The human challenge model, long used for influenza and various other infectious diseases, allows quick comparisons of different vaccines and provides a simpler way to determine why it works or not, than the large-scale efficacy trials. However, the inevitable risk of COVID-19 challenge trials is that the disease can be fatal, even to healthy young people, and there is no proven “rescue”, a treatment that reliably stops a SARS-CoV-2 infection. his tracks. Opponents also note that even a mild SARS-CoV-2 infection can have long-term consequences, saying that the questions that address human challenges can also be answered through conventional vaccination trials.

Nevertheless, many people in the UK and elsewhere have stated their willingness to participate in such studies. And scientists have said that despite the success of several COVID-19 vaccines in recent months, the trials could provide important information.

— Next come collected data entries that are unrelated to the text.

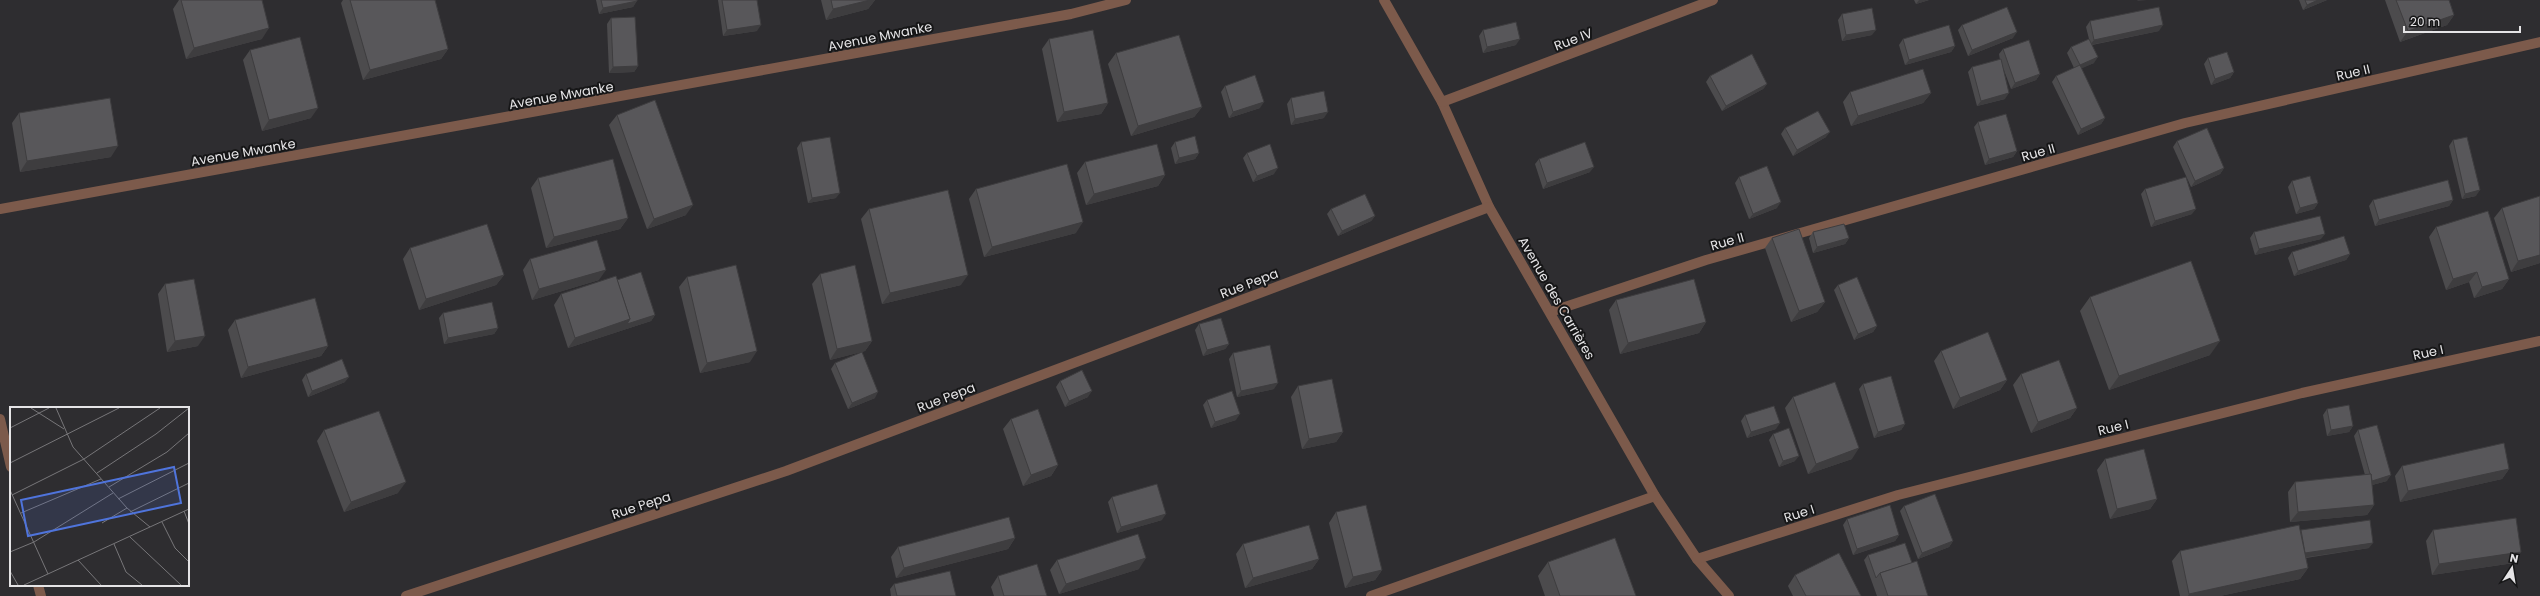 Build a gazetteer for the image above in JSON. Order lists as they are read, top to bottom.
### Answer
{
  "streets": {
    "street": [
      "Avenue Mwanke",
      "Rue IV",
      "Rue II",
      "Rue Pepa",
      "Avenue des Carrières",
      "Rue I"
    ]
  },
  "crossings": [
    ["Rue IV", "Avenue des Carrières"],
    ["Rue II", "Avenue des Carrières"],
    ["Rue Pepa", "Avenue des Carrières"],
    ["Avenue des Carrières", "Rue I"]
  ],
  "scale_bar": "20 m",
  "north": "top"
} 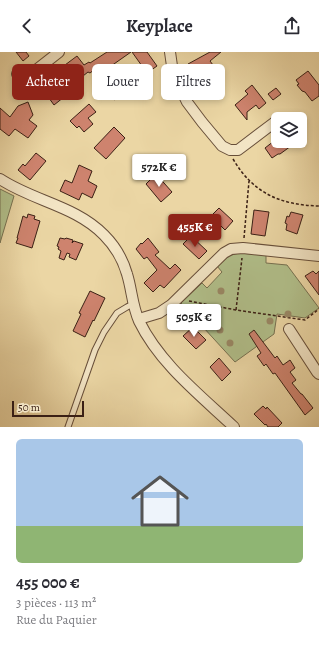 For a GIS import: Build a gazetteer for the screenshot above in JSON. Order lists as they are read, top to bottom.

The British team, which was given permission to continue today, will select 90 healthy volunteers between the ages of 18 and 30 and, after being exposed to different amounts of SARS-CoV-2, will isolate and monitor them 24 hours a day. People who become infected will be offered rapid inhibition, a drug that has been approved in several countries for the treatment of infected people at high risk for severe COVID-19 or who has already been admitted to hospital, says the investigating officer of the trial, the immunologist Christopher Chiu of Imperial. College London. “We will take viral load measurements twice a day so that we can quite possibly see if remdesivir has a very early preventative treatment.”

Remdesivir has only been tested in hospitalized patients with mixed results, but its discoverers have long claimed that it will work better if given earlier in humans in an infection. Even if remdesivir disease occurs in these volunteers, it is probably not practical on a large scale to give the drug to newly infected people because it has to be administered, it is relatively expensive and most people have mild symptoms or not at all without treatment. not.

Human challenge trials can be used to investigate vaccines that have been adapted to be more effective against recently developed SARS-CoV-2 variants, which more easily transmit, evade the immune response or do both. But the first UK study uses an isolate of the virus obtained in the summer of 2020, before most new strains emerge. “We are currently considering which variants we should follow next, so that it is the most important for testing redesigned vaccines,” says Chiu.